As 5 propostas de Álvaro García Linera para a esquerda mundial
Linera: “A esquerda não pode se contentar apenas com o
diagnóstico e a denúncia. Precisa construir um novo sentido comum, recuperar a
democracia e voltar a reivindicar ideais universais”
O
vice-presidente da Bolívia, Álvaro García Linera, foi convidado a participar do
IV Congresso do Partido da Esquerda Europeia, realizado de 13 a 15 de dezembro,
em Madri. Falando para representantes de 30 organizações da esquerda europeia,
Linera apresentou um programa de cinco propostas para superar a situação de
debilidade da esquerda hoje na Europa e em outras regiões do mundo. Álvaro
Linera é hoje um dos principais pensadores da esquerda mundial, aliando
capacidade intelectual com a experiência de governo que vem tendo na Bolívia.

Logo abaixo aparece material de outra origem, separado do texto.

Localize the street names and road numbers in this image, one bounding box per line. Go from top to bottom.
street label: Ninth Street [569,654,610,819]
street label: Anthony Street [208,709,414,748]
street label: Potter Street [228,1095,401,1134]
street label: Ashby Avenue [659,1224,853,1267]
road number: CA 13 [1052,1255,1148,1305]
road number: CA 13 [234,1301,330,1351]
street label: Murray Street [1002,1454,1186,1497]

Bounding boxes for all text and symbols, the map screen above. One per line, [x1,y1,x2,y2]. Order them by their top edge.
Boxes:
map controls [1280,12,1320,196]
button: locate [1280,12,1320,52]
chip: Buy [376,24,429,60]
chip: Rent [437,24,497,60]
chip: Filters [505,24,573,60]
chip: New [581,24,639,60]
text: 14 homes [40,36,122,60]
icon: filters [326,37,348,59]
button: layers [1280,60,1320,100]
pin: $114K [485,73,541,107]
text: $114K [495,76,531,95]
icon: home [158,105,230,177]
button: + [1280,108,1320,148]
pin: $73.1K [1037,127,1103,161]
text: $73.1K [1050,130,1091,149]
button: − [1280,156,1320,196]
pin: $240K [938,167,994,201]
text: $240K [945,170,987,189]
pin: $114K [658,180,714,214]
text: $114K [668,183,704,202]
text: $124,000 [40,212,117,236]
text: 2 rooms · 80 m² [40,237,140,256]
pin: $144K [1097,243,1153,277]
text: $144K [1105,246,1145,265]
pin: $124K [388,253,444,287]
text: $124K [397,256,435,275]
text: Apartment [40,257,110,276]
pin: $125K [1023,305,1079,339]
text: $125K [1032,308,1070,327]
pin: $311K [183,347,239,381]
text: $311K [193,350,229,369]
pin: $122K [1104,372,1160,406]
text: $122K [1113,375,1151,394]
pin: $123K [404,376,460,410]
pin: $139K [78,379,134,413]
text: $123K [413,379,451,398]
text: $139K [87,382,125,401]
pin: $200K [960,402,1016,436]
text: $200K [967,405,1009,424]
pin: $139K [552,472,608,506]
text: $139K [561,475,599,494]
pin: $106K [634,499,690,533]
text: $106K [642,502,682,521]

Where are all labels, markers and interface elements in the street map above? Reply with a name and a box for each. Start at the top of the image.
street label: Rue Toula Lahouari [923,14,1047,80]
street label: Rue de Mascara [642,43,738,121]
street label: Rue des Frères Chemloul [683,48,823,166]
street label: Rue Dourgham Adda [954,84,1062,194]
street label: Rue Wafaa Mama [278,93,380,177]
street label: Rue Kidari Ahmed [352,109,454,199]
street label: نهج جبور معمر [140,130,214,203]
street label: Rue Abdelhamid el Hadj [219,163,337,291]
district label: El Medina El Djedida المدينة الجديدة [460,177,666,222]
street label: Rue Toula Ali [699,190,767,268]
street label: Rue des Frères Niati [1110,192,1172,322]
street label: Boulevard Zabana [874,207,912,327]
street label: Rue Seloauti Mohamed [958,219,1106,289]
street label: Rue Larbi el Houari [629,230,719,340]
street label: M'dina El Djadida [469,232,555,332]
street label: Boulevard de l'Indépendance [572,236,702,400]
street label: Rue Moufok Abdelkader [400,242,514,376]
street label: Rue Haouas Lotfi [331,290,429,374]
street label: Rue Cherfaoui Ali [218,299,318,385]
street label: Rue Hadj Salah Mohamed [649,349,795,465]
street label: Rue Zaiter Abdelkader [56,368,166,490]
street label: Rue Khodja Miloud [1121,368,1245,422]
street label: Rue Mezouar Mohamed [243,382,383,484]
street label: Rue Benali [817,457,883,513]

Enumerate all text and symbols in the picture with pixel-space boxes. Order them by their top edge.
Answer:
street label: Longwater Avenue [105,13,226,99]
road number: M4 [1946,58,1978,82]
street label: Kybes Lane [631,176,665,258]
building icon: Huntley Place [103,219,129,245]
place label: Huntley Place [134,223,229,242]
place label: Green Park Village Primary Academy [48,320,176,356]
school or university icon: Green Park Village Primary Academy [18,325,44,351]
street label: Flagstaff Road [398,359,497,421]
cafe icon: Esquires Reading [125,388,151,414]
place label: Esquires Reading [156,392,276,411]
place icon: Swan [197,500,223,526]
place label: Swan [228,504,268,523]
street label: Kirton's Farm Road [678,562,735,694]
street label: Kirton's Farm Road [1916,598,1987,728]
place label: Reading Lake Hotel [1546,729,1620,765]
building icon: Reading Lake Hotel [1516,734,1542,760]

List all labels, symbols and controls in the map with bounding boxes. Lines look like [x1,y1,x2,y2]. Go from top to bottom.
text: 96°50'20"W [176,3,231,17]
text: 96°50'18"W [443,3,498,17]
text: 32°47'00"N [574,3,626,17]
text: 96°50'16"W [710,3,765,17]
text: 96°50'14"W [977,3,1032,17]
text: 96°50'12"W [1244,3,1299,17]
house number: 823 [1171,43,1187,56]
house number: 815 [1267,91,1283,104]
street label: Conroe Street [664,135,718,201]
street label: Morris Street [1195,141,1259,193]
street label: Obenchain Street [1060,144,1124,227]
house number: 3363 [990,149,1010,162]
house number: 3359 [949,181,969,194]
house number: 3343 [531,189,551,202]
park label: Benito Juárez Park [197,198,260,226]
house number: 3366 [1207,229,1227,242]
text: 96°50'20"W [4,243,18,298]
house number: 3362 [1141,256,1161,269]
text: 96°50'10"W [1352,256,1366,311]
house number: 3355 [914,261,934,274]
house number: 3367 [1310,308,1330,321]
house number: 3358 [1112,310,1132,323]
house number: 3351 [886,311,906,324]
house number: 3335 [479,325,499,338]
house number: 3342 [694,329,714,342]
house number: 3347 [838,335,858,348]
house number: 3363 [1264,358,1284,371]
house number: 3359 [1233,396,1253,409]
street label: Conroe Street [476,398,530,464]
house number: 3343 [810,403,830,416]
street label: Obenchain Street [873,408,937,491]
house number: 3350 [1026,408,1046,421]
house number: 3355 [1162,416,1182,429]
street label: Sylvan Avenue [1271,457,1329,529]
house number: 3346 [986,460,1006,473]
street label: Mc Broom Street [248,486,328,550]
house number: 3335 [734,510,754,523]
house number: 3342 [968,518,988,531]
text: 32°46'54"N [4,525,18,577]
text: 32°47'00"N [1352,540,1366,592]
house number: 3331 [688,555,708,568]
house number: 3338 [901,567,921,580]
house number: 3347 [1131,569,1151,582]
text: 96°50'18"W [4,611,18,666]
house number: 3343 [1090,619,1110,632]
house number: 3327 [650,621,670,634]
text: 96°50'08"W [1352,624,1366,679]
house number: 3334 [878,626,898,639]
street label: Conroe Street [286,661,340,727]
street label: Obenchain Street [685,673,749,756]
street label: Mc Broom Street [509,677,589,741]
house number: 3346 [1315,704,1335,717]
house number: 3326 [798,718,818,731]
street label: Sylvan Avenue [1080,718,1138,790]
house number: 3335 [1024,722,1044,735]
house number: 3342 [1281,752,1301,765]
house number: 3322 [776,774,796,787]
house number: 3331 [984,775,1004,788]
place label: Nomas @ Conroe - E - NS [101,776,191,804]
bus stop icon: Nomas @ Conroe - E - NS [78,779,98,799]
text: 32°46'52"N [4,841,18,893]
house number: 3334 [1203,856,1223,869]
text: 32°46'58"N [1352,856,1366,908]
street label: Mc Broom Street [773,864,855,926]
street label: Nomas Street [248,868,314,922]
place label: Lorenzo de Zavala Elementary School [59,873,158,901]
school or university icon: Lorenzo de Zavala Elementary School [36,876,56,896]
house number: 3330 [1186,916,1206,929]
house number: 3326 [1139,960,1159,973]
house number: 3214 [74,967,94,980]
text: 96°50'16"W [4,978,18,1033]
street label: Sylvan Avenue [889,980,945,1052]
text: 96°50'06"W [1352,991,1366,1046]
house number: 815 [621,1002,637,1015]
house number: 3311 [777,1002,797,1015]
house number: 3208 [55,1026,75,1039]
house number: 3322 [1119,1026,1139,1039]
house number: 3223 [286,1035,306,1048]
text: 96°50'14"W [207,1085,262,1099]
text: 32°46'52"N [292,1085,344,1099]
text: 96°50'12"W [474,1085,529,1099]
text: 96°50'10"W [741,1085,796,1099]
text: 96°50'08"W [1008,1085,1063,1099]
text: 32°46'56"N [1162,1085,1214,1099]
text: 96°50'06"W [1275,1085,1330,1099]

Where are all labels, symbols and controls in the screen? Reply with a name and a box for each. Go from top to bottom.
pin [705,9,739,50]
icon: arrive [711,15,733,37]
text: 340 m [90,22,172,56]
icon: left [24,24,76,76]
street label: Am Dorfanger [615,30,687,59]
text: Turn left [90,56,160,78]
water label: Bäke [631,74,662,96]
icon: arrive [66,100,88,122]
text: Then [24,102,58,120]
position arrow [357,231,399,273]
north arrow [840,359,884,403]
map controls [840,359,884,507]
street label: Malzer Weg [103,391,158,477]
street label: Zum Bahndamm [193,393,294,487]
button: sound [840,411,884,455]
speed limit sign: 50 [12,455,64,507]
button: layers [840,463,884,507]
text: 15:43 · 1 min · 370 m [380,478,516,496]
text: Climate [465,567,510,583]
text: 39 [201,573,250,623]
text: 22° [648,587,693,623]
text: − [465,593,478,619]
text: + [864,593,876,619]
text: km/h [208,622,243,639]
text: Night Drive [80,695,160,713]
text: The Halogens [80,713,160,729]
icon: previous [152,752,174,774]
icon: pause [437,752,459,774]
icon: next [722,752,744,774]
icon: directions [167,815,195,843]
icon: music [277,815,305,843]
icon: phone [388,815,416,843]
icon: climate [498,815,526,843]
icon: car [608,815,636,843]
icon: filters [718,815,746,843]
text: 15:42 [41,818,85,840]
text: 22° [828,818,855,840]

Nestes dias onde se fala muito de crise da representação e de crise da política,
vale a pena ler as propostas de Linera para a esquerda mundial. As cinco
propostas que ele apresentou são as seguintes:
1.
Construir um novo sentido comum
A
esquerda não pode se contentar apenas com o diagnóstico e a denúncia. O
diagnóstico e a denúncia servem para gerar indignação moral e é importante a
expansão da indignação moral, mas não gera vontade de poder. A denúncia não é
uma vontade de poder. Pode ser a antessala de uma vontade de poder, mas não é a
própria. A esquerda europeia e a esquerda mundial, diante desse turbilhão
destrutivo, depredador da natureza e do ser humano, impulsionado pelo
capitalismo contemporâneo, tem que aparecer com propostas ou com iniciativas.
Nós precisamos construir um novo sentido comum. No fundo, a luta política é uma
luta pelo sentido comum. Pelo conjunto de juízos e conceitos. Pela forma como,
de modo simples, as pessoas ordenam o mundo. Esse é o sentido comum. É a
concepção de mundo básica com a qual ordenamos a vida cotidiana. A maneira pela
qual valoramos o justo e o injusto, o desejável e o possível, o impossível e o
provável. A esquerda mundial tem que lutar por um novo sentido comum,
progressista, revolucionário, universalista.
2.
Recuperar o conceito de democracia
Em
segundo lugar, necessitamos recuperar o conceito de democracia. A esquerda
sempre reivindicou a bandeira da democracia. É nossa bandeira. É a bandeira da
justiça, da igualdade, da participação. Mas para isso temos que nos livrar da
concepção da democracia como um fato meramente institucional. A democracia são
instituições? Sim, são instituições. Mas é muito mais do que isso. A democracia
é votar a cada quatro ou cinco anos? Sim, mas é muito mais do que isso. É eleger
o Parlamento? Sim, mas é muito mais do que isso. É respeitar as regras da
alternância? Sim, mas não é só isso. Essa é a maneira liberal, fossilizada, de
entender a democracia na qual às vezes ficamos presos. A democracia são valores?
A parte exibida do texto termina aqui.